LT James Shelly claims he doesn’t much like being a soldier, that he was dragooned into the US forces stationed around the world keeping the peace, watched over by drones and angels back stateside weaving a picture of the scene from all the many threads of data. Shelly was a privileged kid in NYC that got caught up in an anti-war rally and made the mistake of posting videos of cops being cops, and a judge gave him the classic choice. James is a cynical as Haldeman’s William Mandella, the central character in The Forever War, also a conscript with attitude. Unlike Mandella though, Shelly’s kidding himself.

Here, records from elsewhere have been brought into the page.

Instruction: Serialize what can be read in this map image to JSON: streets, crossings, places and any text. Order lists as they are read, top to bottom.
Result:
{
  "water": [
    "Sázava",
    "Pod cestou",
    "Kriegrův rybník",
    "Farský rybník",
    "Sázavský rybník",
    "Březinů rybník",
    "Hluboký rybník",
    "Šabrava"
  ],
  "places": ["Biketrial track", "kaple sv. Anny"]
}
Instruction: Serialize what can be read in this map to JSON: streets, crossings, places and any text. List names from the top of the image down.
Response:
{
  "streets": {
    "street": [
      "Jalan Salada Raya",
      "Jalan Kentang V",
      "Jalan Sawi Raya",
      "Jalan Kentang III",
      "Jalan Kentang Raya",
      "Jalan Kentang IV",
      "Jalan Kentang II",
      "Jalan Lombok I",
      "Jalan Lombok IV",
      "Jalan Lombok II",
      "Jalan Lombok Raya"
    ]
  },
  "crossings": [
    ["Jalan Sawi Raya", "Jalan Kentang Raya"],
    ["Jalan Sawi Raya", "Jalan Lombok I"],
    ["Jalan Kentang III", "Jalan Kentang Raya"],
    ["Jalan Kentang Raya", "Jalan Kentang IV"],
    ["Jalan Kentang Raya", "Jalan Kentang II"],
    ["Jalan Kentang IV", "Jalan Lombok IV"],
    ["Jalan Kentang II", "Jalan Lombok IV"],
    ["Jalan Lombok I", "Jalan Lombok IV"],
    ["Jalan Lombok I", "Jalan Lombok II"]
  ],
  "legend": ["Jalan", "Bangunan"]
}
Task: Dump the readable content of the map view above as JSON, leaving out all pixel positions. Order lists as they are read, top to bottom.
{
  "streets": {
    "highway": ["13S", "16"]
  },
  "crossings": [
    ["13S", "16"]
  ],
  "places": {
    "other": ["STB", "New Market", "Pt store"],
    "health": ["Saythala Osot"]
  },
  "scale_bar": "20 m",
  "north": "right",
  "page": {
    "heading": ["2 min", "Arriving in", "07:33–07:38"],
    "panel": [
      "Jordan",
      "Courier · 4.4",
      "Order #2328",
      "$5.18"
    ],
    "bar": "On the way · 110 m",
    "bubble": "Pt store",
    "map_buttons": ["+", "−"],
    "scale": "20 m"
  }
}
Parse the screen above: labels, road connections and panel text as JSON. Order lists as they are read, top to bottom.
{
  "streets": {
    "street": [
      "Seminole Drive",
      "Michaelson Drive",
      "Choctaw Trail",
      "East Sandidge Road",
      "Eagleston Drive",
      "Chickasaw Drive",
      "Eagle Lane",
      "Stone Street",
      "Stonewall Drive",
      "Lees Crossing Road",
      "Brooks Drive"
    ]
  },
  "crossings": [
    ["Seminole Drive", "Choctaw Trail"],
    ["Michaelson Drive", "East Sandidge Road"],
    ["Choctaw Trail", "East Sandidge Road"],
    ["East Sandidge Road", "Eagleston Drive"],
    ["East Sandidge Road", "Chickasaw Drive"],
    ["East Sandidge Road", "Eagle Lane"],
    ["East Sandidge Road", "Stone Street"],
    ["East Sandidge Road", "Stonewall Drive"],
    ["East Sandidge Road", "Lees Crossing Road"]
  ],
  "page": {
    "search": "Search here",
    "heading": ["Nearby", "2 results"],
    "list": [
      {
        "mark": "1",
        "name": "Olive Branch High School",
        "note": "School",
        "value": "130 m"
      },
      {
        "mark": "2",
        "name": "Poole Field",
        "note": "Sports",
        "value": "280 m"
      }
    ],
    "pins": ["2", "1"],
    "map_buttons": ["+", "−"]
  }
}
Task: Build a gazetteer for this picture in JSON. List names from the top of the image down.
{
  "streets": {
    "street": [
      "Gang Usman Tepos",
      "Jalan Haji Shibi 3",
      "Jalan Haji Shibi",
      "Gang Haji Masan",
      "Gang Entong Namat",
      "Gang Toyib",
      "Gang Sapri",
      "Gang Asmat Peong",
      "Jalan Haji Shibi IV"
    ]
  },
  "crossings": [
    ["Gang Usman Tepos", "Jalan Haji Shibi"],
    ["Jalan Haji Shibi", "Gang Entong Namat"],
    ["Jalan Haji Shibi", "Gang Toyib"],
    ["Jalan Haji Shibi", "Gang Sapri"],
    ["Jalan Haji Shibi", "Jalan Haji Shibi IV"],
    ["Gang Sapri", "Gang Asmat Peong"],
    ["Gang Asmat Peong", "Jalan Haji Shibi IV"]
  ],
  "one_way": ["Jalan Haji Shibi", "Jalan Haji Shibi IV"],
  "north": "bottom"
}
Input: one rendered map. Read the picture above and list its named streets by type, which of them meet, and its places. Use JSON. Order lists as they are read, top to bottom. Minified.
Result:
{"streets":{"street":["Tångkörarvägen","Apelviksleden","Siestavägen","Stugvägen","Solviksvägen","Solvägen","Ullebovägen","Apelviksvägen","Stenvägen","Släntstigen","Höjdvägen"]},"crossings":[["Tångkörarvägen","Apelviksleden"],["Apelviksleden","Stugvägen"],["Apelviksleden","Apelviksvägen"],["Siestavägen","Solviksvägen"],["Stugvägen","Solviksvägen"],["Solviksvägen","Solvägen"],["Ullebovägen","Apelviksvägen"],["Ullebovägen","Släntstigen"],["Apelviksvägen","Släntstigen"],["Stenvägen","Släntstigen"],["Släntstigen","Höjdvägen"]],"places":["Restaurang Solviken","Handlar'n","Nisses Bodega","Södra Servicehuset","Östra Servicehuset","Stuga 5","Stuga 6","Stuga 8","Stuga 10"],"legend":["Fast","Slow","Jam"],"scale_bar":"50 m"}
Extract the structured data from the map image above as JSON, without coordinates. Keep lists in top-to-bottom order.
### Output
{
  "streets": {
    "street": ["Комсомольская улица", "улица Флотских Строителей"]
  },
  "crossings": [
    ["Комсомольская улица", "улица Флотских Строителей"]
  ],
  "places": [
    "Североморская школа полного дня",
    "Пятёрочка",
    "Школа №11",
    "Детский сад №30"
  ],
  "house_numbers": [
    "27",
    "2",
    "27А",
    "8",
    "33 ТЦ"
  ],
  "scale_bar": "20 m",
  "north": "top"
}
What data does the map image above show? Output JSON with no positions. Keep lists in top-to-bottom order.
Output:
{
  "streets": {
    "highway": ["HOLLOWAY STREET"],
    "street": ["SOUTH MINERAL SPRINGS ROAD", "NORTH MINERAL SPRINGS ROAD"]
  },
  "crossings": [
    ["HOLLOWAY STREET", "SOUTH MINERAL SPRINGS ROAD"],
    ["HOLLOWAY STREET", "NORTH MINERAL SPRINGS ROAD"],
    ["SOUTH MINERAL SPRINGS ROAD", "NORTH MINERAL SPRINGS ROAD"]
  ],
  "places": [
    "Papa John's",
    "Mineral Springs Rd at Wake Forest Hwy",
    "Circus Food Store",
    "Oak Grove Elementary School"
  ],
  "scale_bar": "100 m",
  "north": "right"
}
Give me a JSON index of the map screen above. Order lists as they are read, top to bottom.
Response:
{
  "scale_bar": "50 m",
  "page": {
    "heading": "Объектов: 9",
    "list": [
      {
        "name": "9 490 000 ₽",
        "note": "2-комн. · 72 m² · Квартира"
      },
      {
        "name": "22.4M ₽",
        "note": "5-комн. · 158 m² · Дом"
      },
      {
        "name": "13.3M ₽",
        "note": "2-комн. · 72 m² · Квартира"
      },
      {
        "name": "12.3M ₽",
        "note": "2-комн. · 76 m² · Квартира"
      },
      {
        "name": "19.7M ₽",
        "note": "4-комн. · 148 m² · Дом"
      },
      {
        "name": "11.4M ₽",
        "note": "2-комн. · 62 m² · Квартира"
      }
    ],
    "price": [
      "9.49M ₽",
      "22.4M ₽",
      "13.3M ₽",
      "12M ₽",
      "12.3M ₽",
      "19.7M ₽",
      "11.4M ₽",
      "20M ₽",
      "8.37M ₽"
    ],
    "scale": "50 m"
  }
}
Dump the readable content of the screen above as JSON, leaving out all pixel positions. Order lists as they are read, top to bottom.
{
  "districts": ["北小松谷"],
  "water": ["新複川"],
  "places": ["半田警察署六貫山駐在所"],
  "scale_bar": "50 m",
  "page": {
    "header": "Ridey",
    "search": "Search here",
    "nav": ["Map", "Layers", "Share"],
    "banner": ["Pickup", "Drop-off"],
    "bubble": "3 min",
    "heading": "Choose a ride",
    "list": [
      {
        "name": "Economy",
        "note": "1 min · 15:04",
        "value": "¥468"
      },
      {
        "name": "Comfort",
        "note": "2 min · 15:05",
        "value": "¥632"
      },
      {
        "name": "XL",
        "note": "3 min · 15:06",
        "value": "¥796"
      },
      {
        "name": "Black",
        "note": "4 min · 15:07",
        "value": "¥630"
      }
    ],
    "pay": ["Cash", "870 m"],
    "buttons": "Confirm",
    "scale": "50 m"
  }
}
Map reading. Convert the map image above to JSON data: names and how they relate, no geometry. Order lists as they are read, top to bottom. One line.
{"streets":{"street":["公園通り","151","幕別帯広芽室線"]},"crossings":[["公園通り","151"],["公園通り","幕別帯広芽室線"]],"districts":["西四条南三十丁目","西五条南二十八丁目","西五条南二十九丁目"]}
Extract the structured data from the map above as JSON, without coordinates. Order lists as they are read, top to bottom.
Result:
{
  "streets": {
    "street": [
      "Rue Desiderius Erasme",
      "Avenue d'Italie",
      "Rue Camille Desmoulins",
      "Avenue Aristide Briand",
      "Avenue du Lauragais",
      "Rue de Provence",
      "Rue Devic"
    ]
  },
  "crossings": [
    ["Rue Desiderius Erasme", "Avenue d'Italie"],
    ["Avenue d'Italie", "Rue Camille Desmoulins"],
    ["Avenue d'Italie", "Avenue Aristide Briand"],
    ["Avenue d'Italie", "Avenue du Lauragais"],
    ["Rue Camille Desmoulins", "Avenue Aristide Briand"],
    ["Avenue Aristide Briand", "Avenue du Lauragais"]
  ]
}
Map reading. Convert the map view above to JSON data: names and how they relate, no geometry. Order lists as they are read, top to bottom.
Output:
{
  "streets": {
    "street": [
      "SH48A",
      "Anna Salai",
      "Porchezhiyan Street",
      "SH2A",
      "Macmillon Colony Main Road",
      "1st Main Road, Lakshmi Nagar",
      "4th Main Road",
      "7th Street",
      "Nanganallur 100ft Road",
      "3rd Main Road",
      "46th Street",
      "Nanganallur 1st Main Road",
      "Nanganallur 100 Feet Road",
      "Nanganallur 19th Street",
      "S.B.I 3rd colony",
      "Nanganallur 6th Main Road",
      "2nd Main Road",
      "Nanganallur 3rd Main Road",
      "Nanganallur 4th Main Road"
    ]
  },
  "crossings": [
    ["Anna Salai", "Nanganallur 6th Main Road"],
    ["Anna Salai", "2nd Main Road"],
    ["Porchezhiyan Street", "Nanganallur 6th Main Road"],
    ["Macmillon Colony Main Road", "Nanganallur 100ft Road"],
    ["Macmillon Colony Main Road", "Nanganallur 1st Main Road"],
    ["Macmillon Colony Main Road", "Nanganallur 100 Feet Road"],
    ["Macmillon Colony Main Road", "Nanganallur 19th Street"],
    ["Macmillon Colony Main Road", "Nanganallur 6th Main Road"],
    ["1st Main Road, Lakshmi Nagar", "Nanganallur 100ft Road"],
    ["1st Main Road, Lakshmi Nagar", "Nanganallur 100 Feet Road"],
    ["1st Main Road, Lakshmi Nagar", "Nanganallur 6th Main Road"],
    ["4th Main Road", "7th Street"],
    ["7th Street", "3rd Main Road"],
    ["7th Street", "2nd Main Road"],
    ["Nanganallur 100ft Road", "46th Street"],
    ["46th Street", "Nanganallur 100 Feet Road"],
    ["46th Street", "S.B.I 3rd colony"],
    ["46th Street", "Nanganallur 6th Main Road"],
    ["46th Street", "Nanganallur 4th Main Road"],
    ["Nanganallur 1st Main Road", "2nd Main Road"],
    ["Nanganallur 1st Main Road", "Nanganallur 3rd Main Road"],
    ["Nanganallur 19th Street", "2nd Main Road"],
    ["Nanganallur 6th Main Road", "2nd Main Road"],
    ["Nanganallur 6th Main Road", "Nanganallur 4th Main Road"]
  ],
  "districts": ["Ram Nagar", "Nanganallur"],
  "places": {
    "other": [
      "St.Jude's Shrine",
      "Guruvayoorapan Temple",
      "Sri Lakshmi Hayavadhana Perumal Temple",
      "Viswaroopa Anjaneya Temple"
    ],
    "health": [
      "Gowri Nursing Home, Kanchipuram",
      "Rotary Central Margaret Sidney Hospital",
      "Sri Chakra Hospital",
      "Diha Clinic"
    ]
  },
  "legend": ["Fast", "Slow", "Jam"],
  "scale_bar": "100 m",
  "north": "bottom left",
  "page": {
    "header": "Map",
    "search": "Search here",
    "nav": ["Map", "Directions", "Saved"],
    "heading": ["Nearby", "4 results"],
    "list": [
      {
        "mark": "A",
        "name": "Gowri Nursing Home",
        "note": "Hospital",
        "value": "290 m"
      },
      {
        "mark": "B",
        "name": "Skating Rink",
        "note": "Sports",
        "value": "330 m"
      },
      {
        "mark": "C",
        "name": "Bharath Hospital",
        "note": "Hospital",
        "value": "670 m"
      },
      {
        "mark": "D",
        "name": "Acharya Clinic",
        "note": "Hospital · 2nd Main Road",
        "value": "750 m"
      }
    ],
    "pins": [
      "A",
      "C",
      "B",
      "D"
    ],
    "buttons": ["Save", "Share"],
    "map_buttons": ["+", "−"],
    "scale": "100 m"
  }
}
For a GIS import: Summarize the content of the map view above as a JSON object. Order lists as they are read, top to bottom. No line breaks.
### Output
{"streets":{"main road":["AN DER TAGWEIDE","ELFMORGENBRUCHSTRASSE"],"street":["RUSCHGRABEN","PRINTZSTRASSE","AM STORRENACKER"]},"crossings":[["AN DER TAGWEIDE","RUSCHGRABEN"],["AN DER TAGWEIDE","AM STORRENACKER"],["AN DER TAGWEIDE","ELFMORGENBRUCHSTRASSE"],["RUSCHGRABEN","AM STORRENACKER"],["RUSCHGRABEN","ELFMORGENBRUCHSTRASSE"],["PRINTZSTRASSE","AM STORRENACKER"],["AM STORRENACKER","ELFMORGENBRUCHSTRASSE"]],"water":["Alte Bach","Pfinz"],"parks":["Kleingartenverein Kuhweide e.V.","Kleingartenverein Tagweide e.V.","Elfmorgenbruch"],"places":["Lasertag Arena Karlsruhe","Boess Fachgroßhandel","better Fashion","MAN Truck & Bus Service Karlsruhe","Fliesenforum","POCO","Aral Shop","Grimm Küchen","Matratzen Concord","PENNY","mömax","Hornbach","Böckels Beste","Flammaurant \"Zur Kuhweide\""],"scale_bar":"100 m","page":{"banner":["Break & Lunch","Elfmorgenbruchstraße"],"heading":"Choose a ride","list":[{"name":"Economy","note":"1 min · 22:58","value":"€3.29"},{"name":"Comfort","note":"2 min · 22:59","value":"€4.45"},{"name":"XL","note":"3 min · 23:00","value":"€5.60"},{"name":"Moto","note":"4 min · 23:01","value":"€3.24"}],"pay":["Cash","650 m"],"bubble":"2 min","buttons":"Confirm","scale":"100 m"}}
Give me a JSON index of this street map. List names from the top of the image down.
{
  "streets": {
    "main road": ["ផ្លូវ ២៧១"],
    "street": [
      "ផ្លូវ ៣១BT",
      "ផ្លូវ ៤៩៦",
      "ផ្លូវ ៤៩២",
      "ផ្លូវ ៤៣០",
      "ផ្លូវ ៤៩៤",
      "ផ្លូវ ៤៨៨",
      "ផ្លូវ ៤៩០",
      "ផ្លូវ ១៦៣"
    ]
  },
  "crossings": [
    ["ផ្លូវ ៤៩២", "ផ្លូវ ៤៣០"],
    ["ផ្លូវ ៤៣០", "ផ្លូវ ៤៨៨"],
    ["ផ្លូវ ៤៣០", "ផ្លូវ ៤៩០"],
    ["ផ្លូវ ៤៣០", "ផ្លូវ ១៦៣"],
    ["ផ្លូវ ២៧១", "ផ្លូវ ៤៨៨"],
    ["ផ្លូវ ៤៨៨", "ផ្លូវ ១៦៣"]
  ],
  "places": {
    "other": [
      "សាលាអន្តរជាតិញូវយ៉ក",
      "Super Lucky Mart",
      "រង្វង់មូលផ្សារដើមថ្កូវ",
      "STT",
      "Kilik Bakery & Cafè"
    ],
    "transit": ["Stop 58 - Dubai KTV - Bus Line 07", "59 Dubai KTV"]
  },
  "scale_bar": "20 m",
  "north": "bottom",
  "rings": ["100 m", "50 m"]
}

The Red: First Light opens with some terrific scenes and a stunning sense of place. Shelly is posted at a forward base in sub-Saharan Africa keeping opposition forces from sneaking through by running patrols through the scrub. It’s told in the sort of detail and realism that makes you think of Robert Kaplan’s Imperial Grunts, about what it’s like for today’s Marines far from the land of porcelain toilets. The tight-knit squad and the locals they deal with are fully realized and the future warrior technology that comes with it is just far enough into the future to make it interesting, without making us believe in too many impossible things before chow call.
The LT has a gift that his troops have come to appreciate very much. Though he has no idea how he knows things, when he gets a feeling about a situation he’s come to realize that it’s a feeling you pay attention to. His troops liken it to King David, into whose ears God whispered. The climax of the section echoes an earlier tale, Rosemary Sutcliff’s The Eagle of the Ninth, which you may have seen as a film (The Eagle [2011]).
The story moves stateside where the LT is sent to recover from his wounds. More tech ensues, and again, it’s interesting stuff. Shelly probably costs more than Steve Austin by the time he’s back on his feet, even if less of him is bionic.
The overarching story is about the thing that’s been whispering in our boy’s ear, an emergent AI that’s been dubbed “The Red” by a mil/industrialist/fanatic opposing it. Shelly’s part prototype and part special forces team leader, and just about the time he’s finished integrating his new parts and training up with a new SOF team, nuclear terrorism breaks out across the country and it’s up to his team to shut it down.
I’m not going to try to explain all that and spoil the fun, so just go for it.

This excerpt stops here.